The Government is looking at how coronavirus testing of pupils could help the return to school amid reports that parents may become responsible for tests, a health minister has confirmed.
Helen Whately said there is “work in progress” after being questioned about reports that parents could be asked to test their children at home twice a week.
She told BBC Radio 4’s Today programme: “There is work being done to look at how testing will help schools come back. But there will be more details set out about that next week.”
Prime Minister Boris Johnson will outline his “road map” out of lockdown on Monday after spending the week analysing data on coronavirus cases, deaths and hospital admissions.
Ms Whately, asked about the Telegraph’s report that parents of secondary school children will be asked to administer rapid flow tests during term time, said: “I’m not going to get drawn into that.”
But she went on: “There is work in progress looking at how testing can support schools to come back.
“There’s already testing going on in schools, where you have children of key workers and teachers in schools at the moment, because schools aren’t completely closed, and there is work going on at the moment about the details of the return to schools, and there will be more said about that next week.”
Ms Whately also said she wants visits to care homes to be allowed before residents receive their second dose of a coronavirus vaccine.
She told Sky News: “I really, really want to open up visiting in care homes more.
“To be clear, we have made sure that visiting can continue even during this national lockdown but I recognise it’s not the normal kind of visiting – it’s having to use screens, or visiting pods, or through windows of care homes that don’t have those facilities.
“Also, we have put funding into social care to help care homes have these facilities, and have extra staff if they need to supervise.

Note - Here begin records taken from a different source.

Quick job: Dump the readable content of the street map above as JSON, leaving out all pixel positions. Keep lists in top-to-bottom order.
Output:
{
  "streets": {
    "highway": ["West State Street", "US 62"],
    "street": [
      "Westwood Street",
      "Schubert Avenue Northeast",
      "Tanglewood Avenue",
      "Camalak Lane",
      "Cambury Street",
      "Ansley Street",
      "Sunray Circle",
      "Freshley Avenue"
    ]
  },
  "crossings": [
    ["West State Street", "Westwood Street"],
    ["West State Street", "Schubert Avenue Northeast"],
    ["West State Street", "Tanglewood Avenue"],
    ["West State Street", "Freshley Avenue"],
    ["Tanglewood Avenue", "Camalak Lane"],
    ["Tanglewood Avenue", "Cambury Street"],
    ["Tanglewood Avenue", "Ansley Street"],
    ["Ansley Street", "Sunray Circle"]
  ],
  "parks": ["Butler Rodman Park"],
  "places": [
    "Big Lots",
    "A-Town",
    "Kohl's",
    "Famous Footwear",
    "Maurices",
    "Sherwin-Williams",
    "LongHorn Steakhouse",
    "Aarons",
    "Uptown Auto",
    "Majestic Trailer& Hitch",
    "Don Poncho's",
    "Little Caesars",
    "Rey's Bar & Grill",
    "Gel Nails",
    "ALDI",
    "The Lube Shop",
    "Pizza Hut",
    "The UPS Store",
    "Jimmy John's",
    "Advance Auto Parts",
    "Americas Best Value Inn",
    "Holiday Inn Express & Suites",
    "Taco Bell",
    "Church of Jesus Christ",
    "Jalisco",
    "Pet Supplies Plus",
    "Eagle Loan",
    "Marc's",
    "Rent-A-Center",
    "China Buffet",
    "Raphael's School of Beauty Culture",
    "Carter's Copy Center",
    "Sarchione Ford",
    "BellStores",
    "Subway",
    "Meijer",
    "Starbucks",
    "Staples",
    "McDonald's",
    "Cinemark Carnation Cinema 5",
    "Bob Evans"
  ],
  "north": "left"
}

What I want to do as we come out of the national lockdown is also increase the amount of visiting.
Geoff Barton, general secretary of the Association of School and College Leaders, said: “It’s accepted that secondary school pupils might have to return in a slightly staggered way because of the logistics of mass testing.
“If they come back into the classroom all at the same time, they would have to be taken out of class for the tests to take place by which time they will have already mixed.
“So it would make more sense for them to be brought back into school in phases and tested as they return.”
Mr Barton said this idea was being discussed with Government, but no final decision had yet been made about what will happen from March 8.
He told BBC News that the idea of testing being done at home was not “entirely new”, but he added that he did not know how parents would respond to the reports that they could be asked to test their children twice a week.
When asked whether he supported the idea that secondary schools and colleges would no longer be responsible for testing pupils throughout term, Mr Barton said: “We have always said as school and college leaders that our expertise is in education rather than setting up field hospitals.
In other developments:
– A further 738 people had died within 28 days of testing positive for Covid-19 as of Wednesday, while there were another 12,718 lab-confirmed cases of coronavirus in the UK.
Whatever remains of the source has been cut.